YOUR GOAL
Every line of the entries below that mentions "strokeStyle" is to be copied out.

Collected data
══════════
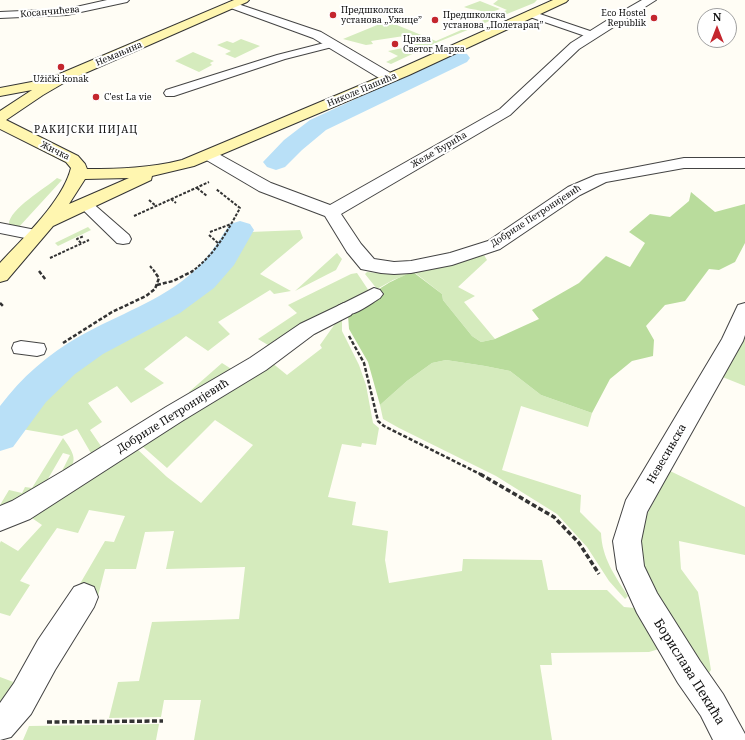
<!DOCTYPE html>
<html>
<head>
<meta charset="utf-8">
<style>
  body { margin:0 }
  #map { position:relative; width:745px; height:740px; overflow:hidden; background:#fffdf5; font-family:"Noto Serif",serif }
  canvas { display:block }
  .north { position:absolute; left:697px; top:8px; width:40px; height:40px; box-sizing:border-box; background:#fff; border:1px solid #a0a0a0; border-radius:50%; rotate:0deg; font-size:11px; font-weight:700; line-height:16px; text-align:center; color:#111 }
  .north::after { content:''; display:block; margin:auto; width:14px; height:18px; background:#c4262e; clip-path:polygon(50% 0,100% 100%,50% 72%,0 100%) }
</style>
</head>
<body>
<div id="map">
<canvas width="745" height="740"></canvas>
<div class="north">N</div>
</div>
<script>
const ctx = document.querySelector('canvas').getContext('2d');
ctx.lineJoin = 'round';
function paint(path, color) { ctx.fillStyle = color; ctx.fill(path, 'evenodd'); }
function stroke(path, color, width, dash) { ctx.strokeStyle = color; ctx.lineWidth = width; ctx.lineCap = dash ? 'butt' : 'round'; ctx.setLineDash(dash || []); ctx.stroke(path); }
function write(font, color, halo, rows, align = 'center') {
  ctx.font = font + ' "Noto Serif",serif'; ctx.lineWidth = 4; ctx.setLineDash([]); ctx.textBaseline = 'middle'; ctx.strokeStyle = halo; ctx.fillStyle = color; for (const [text, x, y, turn = 0] of rows) {
    ctx.save(); ctx.translate(x, y); ctx.rotate((+turn || 0) * Math.PI / 180); ctx.textAlign = isNaN(turn) ? turn : align; if (halo) ctx.strokeText(text, 0, 0); ctx.fillText(text, 0, 0); ctx.restore();
  }
}
paint(new Path2D(`
  M498,0H537L534,3L438,42L391,64L386,62L398,56L388,51L408,47H416L409,46L417,43V39L404,36L371,41L373,44L366,45L343,39L387,21L436,41L507,10L493,4Z
  M480,1L500,9L486,14C482,9 471,10 464,7Z
  M241,39L260,46L235,58L225,54L231,51L217,45L227,41L233,43Z
  M193,52L214,61L210,63L212,65L199,72L175,61Z
  M57,178L62,180L18,228L9,224C9,209 46,188 57,178Z
  M88,227L91,230L58,246L55,243Z
  M300,230L303,238L260,274L291,291L274,294L270,290L218,322L230,334L208,351L186,336L144,369L164,383L131,403L117,386L88,403L102,422L90,430L105,452L92,455L77,429L62,436L16,428C29,407 46,387 65,371C91,350 123,337 152,321C175,309 199,297 218,279C233,266 241,249 250,232Z
  M337,253L342,259L336,270L295,291Z
  M484,255L487,260L458,287L475,296L464,302L495,339L481,342L472,336L443,300L442,294L414,272L393,280L377,289L365,274L367,272C407,277 447,268 484,255Z
  M357,273L369,291L273,348L258,339L297,313L288,305L351,274Z
  M342,318V331L359,365L366,385L373,423L379,428L376,445L362,443L361,447L342,444L328,497L356,502L352,525L388,531L385,560L389,583L462,571L463,559L542,560L548,590H607L624,607L635,608L659,649L649,652L551,653L552,665H540L552,740H194L201,700H164L161,717L109,718L118,682L139,681L152,622L239,619L245,567L166,569L174,531L145,532L136,569H105L97,600L74,594L105,541L114,542L125,516L89,510L78,533L57,528L20,581L30,585L10,616L0,613V543L1,541L18,551L42,525L29,516L136,448L167,477L201,503L253,445L215,420L167,468L141,445L271,362L287,375L322,348L320,345L337,321Z
  M745,336V386L720,376Z
  M446,360L485,366L510,371L541,395L592,413L588,427L521,406L502,470L581,495L580,512L601,533C602,558 615,576 628,596L625,599L609,581L587,547L557,514L496,476L399,428L383,419L380,405L407,381L432,363Z
  M222,363L233,370L194,396L189,392Z
  M63,438C77,457 79,464 58,479L70,455L63,453L45,484L0,509V505L9,490L22,493L25,487L32,488Z
  M670,471L745,507V555L679,541L681,569L698,592L711,670L706,677L670,620L643,567L641,542L645,518Z
  M0,677L16,683L0,711Z
  M159,724L156,740H23L29,726Z`), '#d5ebbd');
paint(new Path2D(`
  M691,192L715,212L745,204V243L735,262L719,270L709,269L685,301L665,305L646,326L654,340L653,356L632,361L610,379L592,413L541,395L510,371L485,366L446,360L432,363L407,381L380,405L368,362L349,329L348,315C372,294 383,283 413,272L442,294L443,300L472,336L481,342L495,339L539,319L532,310L579,283L606,256L630,267L645,243L629,232L650,214L670,217L689,201Z`), '#b9dc9c');
paint(new Path2D(`
  M460,52L467,54L470,58L467,62L326,130L302,150L285,167L276,170L267,167L263,162L284,140L310,120L453,54Z
  M240,221L250,224L254,230L234,265L214,288L180,313L103,354L75,374L46,402L13,447L0,451V406C22,377 48,354 80,336C117,315 161,301 193,272C211,255 217,243 230,224Z`), '#b9e0f7');
const lane = new Path2D(`
  M531,11L596,33L597,35L592,38L588,37L527,16L526,14L527,12Z
  M332,41L336,42L337,44L336,46L285,59L174,96H166L164,93L166,90L277,55Z
  M85,199L90,201L129,235L131,239L129,243L123,244L117,243L80,207L78,204L80,201Z
  M0,223L41,231L43,235L41,239L35,240L0,233Z
  M374,288L380,290L383,294L380,298C368,305 352,319 338,314L335,310L338,306Z
  M21,341L44,344L46,349L44,354L37,356L14,353L12,348L14,343Z`);
const street = new Path2D(`
  M107,0H129L127,2L67,15L0,18V12L67,9Z
  M642,0H656L579,49L510,115L341,214L361,244L374,259L394,262L411,261L450,253L488,241L568,187L596,175L684,158H745V168H684L606,182L580,195L500,249L452,265L411,273L394,274L381,273L361,269L347,252L325,216L259,191L203,158L201,155L203,152L209,150L215,152L271,183L330,205L500,109L571,43L614,16Z
  M232,2L321,32L394,75L396,78L394,81H384L313,38L228,7L226,5L228,3Z
  M344,303L351,305L354,310L351,315L314,334L266,370L182,421L30,519L0,531V506L12,501L63,471L166,407L250,358L300,324Z
  M745,303V335L743,341L647,512L641,541L644,566L657,593L700,661L723,694L745,734V740H713L701,716L678,683L637,613L617,569L613,541L626,500L722,339L738,305Z
  M84,583L94,587L98,597L94,607L55,670L31,714L11,737L0,740V703L14,683L38,640L74,587Z`);
const secondary = new Path2D(`
  M234,0H249L247,2L67,81L43,95L6,120L78,156L85,164L87,169C119,169 151,168 182,160L399,69L553,0H568L566,2L409,75L194,166L152,176L151,180L53,226L7,280L0,282V263C23,238 63,201 71,168L66,162L0,129V111L32,90L0,96V88L42,80L47,81L57,75ZM129,178L69,204L85,179Z`);
stroke(lane, '#444', 2);
stroke(street, '#444', 2);
stroke(secondary, '#333', 2);
stroke(new Path2D(`
  M197,188L207,196
  M171,199L176,203
  M149,200L156,206
  M134,216L209,182
  M210,232L231,224
  M209,235L219,244
  M81,243L77,239L84,236
  M50,258L89,240
  M150,266L155,272
  M191,272C214,256 227,232 240,208L216,189`), '#333', 2, [3, 1.5]);
stroke(new Path2D(`
  M39,271L46,280
  M157,285L173,281L193,271
  M0,303L4,307
  M349,336L364,363L378,421L384,426L482,475
  M63,343L112,312L146,296L155,289L159,278L154,271`), '#333', 2.5, [4, 2]);
stroke(new Path2D(`
  M480,474L554,517L579,543L599,574
  M47,722L163,721`), '#333', 3.5, [5, 2.5]);
paint(lane, '#fff');
paint(street, '#fff');
paint(secondary, '#fff6b0');
for (const [x, y, r, color] of [
  [333,15,4,"#c4262e"],
  [654,18,4,"#c4262e"],
  [435,20,4,"#c4262e"],
  [395,44,4,"#c4262e"],
  [61,67,4,"#c4262e"],
  [96,97,4,"#c4262e"]
]) { const dot = new Path2D(); dot.arc(x, y, r, 0, 2 * Math.PI); ctx.fillStyle = color; ctx.fill(dot); stroke(dot, '#fff', 1.5); }
write('9px', '#111', '#fff', [
  ["Предшколска",341,10],
  ["установа „Ужице”",341,20],
  ["Eco Hostel",646,13,"right"],
  ["Republik",646,23,"right"],
  ["Предшколска",443,15],
  ["установа „Полетарац”",443,25],
  ["Црква",403,39],
  ["Светог Марка",403,49],
  ["Užički konak",61,79,"center"],
  ["C'est La vie",104,97]
], 'left');
write('9px', '#111', '#fff', [
  ["Косанчићева",50,12,-5],
  ["Немањина",119,54,-23],
  ["Николе Пашића",362,90,-23],
  ["Жеље Ђурића",439,150,-30],
  ["Жичка",55,151,26],
  ["Добриле Петронијевић",536,216,-33]
]);
ctx.letterSpacing = '1px';
write('10px', '#111', '#fff', [
  ["РАКИЈСКИ ПИЈАЦ",86,130]
]);
ctx.letterSpacing = '0px';
write('11px', '#111', '#fff', [
  ["Добриле Петронијевић",173,416,-32],
  ["Невесињска",667,454,-60]
]);
write('13px', '#111', '#fff', [
  ["Борислава Пекића",689,672,58]
]);
</script>
</body>
</html>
══════════
ANSWER FOR THIS EXERCISE
function stroke(path, color, width, dash) { ctx.strokeStyle = color; ctx.lineWidth = width; ctx.lineCap = dash ? 'butt' : 'round'; ctx.setLineDash(dash || []); ctx.stroke(path); }
  ctx.font = font + ' "Noto Serif",serif'; ctx.lineWidth = 4; ctx.setLineDash([]); ctx.textBaseline = 'middle'; ctx.strokeStyle = halo; ctx.fillStyle = color; for (const [text, x, y, turn = 0] of rows) {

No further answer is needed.